È innegabile, la musica italiana ‘migliore’ si trova nell’underground. Lontano da riflettori e business. Conferma ne sono i Giuditta, band di Brescia al loro debutto discografico. Stilisticamente non sono immediatamente definibili. Indie, punk, post punk, alternative. Scegliete voi. Fatto sta che questo omonimo ep di esordio è un gran lavoro.
Ottimamente suonato con basi strumentali in perfetta linea con i testi, in italiano. Nessun virtuosismo appariscente. Ce ne sono ma sono da scoprire, soprattutto a livello ritmico. Chitarre caustiche che alternano wall of sound nella migliore tradizione stoner ad ‘aperture’ melodiche. Virgolette d’obbligo perché il disco è tutto fuorché solare. È piuttosto cupo, dark se vogliamo.
Testi a cura della cantante Francesca Cordone. E proprio lei merita una particolare menzione. Il suo utilizzo della voce è perfetto per il genere, per la resa dei testi. Cosa assolutamente non scontata, anzi. Le parole sono da ascoltare dalla prima all’utima per ben entrare nel mood di ogni brano. Riferimento stilistico, almeno di primo acchito, è Patty Smith.
Le analogie, non il plagio, con la poetessa del rock sono diverse. Dalle cadenze ai testi.
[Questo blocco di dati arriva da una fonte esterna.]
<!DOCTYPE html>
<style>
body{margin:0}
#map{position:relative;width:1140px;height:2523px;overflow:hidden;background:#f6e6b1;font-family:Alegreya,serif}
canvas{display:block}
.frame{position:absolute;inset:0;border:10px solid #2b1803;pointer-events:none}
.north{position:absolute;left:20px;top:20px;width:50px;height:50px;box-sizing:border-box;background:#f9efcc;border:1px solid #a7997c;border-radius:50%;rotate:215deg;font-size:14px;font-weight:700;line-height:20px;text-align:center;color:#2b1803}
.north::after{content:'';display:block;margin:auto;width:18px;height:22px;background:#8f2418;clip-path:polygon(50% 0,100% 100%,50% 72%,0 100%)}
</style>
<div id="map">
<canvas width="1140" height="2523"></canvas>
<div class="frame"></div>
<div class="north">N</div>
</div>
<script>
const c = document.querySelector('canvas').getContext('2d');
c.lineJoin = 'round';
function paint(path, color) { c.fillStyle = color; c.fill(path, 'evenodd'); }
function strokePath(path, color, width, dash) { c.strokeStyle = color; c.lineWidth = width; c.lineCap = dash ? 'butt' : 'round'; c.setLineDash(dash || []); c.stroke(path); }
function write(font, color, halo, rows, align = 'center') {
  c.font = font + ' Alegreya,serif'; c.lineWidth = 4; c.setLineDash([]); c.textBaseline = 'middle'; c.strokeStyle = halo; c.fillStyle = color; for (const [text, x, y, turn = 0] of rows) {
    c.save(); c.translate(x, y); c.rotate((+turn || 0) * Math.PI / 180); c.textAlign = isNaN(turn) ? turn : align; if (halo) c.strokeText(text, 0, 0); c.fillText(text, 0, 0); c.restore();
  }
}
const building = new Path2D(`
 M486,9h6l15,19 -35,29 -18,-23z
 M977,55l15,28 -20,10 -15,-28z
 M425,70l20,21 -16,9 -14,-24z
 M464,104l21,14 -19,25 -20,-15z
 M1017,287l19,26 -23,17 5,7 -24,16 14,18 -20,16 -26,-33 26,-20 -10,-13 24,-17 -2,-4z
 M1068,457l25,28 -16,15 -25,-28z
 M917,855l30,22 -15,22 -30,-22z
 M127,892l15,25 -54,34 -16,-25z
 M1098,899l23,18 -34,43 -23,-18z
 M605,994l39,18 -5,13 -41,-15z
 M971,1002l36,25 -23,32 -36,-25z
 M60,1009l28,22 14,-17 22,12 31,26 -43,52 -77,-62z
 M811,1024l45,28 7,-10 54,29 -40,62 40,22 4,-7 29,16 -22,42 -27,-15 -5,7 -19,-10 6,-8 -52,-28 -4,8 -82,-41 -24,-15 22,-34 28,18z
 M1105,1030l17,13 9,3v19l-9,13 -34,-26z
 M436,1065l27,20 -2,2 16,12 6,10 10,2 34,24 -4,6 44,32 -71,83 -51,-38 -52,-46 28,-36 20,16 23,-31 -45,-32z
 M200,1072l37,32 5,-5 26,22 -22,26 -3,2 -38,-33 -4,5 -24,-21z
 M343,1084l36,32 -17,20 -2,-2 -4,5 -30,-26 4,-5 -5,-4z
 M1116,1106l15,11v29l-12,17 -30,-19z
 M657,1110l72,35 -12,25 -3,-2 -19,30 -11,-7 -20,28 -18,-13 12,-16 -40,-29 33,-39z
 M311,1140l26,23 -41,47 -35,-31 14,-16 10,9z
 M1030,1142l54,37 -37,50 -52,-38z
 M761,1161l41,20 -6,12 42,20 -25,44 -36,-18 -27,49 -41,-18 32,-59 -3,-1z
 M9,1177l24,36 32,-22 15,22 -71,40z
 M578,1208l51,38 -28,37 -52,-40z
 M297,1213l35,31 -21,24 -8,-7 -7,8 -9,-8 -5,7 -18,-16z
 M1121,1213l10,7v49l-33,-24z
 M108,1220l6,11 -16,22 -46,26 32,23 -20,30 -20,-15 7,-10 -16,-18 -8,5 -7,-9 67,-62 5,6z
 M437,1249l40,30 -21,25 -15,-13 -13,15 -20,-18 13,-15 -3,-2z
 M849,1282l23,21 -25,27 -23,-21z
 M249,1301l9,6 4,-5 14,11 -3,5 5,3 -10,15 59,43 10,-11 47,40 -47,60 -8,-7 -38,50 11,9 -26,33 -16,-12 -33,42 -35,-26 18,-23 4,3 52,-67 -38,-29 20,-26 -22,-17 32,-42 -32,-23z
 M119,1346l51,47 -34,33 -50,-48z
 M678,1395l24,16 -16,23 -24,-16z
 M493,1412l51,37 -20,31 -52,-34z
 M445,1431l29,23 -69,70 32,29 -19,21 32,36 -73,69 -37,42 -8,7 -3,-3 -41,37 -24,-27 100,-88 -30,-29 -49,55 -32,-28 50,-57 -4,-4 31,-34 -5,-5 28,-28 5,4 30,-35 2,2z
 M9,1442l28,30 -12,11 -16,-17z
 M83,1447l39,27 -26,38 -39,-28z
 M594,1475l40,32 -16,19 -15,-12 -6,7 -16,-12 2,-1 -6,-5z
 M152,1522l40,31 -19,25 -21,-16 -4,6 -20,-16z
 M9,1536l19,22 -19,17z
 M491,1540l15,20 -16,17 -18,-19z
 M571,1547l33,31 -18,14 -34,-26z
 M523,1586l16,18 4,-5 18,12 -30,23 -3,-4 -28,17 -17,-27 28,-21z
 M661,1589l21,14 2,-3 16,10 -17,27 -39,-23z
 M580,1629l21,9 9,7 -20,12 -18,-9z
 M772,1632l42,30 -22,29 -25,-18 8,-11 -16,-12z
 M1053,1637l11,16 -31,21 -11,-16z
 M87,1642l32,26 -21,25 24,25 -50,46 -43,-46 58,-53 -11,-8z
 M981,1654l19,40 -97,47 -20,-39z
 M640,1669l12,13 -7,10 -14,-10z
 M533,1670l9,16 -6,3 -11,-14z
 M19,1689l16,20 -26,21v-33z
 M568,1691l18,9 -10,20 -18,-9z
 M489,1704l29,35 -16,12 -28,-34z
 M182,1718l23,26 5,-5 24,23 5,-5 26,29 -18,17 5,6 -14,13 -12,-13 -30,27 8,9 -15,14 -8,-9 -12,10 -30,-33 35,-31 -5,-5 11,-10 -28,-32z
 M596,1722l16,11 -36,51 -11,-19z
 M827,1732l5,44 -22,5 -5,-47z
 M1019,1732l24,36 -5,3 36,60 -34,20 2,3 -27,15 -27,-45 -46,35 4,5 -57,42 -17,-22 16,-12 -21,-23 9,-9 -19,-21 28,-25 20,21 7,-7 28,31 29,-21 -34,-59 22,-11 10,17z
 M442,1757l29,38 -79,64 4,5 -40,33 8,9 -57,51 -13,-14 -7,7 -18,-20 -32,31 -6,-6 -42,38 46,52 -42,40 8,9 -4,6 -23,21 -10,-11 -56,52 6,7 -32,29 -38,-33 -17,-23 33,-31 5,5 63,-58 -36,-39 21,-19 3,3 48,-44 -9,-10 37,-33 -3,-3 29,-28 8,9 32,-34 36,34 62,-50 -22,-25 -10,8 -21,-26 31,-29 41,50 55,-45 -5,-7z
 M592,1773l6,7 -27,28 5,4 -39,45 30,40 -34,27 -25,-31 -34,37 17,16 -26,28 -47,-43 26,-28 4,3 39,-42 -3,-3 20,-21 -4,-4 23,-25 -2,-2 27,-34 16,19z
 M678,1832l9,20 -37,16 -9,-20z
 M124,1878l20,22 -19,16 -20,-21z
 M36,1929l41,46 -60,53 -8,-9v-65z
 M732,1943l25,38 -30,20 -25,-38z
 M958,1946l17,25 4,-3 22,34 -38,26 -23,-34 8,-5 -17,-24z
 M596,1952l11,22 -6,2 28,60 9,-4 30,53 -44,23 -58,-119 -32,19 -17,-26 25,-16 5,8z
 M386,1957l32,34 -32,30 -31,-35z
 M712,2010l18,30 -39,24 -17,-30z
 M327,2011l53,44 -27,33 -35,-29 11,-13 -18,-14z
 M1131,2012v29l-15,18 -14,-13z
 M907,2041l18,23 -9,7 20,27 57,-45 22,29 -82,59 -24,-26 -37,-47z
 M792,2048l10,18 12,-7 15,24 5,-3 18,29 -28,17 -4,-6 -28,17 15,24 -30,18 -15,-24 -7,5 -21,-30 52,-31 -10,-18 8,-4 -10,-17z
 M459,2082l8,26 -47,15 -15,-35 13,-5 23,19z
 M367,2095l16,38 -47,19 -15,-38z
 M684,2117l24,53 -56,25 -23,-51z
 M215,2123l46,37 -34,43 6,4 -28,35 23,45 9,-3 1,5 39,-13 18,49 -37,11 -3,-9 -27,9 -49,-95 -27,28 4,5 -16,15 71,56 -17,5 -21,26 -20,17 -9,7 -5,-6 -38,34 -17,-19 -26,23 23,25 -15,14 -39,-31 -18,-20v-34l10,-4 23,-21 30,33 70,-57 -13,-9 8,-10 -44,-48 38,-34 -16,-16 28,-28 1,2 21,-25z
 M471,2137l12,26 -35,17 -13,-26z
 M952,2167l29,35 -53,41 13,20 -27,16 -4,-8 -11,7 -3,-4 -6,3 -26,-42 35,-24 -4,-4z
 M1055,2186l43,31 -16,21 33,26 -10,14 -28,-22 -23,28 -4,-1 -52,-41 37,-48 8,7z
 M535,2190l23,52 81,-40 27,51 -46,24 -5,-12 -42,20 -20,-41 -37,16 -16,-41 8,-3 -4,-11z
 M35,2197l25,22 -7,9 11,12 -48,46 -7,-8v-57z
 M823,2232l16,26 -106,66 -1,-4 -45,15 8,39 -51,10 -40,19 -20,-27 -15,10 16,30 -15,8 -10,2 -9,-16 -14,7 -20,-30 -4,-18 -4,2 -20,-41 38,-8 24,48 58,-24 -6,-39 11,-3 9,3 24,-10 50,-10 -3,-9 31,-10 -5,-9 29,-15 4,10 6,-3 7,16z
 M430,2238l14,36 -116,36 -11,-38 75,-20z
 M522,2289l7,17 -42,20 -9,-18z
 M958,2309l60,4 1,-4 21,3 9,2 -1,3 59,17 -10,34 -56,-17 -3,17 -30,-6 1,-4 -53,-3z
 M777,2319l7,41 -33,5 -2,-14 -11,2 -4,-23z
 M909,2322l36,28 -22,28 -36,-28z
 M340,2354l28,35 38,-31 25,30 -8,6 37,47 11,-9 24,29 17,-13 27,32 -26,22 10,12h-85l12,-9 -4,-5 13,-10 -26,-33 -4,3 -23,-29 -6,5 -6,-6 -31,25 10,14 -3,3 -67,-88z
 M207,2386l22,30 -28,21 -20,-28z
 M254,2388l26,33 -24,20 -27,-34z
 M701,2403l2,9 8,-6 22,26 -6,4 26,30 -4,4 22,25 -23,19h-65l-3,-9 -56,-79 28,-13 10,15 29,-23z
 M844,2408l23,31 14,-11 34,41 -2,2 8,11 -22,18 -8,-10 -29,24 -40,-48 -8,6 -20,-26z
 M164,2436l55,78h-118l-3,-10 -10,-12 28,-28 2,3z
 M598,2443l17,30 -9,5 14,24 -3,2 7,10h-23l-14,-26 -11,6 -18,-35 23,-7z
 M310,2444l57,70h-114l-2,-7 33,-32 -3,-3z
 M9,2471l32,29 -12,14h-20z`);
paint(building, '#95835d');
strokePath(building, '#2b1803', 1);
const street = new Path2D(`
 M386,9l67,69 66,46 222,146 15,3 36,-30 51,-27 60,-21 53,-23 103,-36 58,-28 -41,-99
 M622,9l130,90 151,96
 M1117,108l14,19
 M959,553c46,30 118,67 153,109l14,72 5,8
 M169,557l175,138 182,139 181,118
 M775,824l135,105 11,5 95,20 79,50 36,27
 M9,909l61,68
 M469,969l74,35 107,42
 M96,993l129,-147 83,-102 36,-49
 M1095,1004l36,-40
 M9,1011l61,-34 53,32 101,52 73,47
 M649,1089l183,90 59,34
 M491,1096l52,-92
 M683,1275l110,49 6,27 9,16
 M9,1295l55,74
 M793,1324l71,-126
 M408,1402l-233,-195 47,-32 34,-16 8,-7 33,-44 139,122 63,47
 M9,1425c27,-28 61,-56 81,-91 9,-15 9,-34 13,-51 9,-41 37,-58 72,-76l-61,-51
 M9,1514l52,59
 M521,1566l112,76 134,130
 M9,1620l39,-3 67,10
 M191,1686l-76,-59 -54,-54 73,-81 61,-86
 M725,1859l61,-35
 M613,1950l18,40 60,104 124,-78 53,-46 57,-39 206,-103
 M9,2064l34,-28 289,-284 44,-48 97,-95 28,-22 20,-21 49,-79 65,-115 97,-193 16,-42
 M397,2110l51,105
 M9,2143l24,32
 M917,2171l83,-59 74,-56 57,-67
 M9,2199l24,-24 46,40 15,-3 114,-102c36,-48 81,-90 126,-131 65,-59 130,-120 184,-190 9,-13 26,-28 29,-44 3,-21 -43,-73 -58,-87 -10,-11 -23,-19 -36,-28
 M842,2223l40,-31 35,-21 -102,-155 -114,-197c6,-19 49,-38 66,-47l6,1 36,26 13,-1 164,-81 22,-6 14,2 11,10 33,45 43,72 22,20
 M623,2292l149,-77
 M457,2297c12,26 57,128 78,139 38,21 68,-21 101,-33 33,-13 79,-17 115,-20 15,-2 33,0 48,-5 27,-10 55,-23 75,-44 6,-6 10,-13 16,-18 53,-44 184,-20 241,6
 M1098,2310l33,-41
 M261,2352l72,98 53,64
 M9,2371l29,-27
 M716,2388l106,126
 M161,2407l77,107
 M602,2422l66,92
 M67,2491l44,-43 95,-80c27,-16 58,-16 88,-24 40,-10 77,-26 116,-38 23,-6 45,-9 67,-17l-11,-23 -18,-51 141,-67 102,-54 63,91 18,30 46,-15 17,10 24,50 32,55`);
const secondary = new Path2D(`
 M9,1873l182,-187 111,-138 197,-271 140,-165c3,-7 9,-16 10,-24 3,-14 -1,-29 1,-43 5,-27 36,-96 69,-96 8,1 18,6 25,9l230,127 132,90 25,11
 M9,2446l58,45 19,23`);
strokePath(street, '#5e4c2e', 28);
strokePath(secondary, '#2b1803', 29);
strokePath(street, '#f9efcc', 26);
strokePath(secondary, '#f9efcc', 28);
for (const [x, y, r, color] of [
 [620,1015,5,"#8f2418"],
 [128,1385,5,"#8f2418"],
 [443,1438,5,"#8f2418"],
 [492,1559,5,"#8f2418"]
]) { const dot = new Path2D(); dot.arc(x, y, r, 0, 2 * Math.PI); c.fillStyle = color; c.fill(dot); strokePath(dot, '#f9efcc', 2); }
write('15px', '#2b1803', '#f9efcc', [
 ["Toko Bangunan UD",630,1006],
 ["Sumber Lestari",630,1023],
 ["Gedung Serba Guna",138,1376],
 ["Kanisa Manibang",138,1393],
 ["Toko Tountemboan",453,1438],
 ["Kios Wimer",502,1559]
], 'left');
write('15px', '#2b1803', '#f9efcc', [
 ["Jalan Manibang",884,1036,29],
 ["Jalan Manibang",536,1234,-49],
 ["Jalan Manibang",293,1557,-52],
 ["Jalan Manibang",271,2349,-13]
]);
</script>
Dalle variazioni di intensità alle parti più morbide.
Riassumendo, grande debutto per i Giuditta.
Davvero un ottimo lavoro. Originale, per quanto possibile, rumoroso, umorale, intenso, melodico quanto basta. Gli eredi diretti di tutte quelle band che hanno iniziato come alternative e si sono perse per strada abbagliate dalla luce del successo. Ma molto più pesanti e scuri.
Un disco consigliato a chi cerca nuove sensazioni e non è mai stanco di sperimentare nuove sonorità.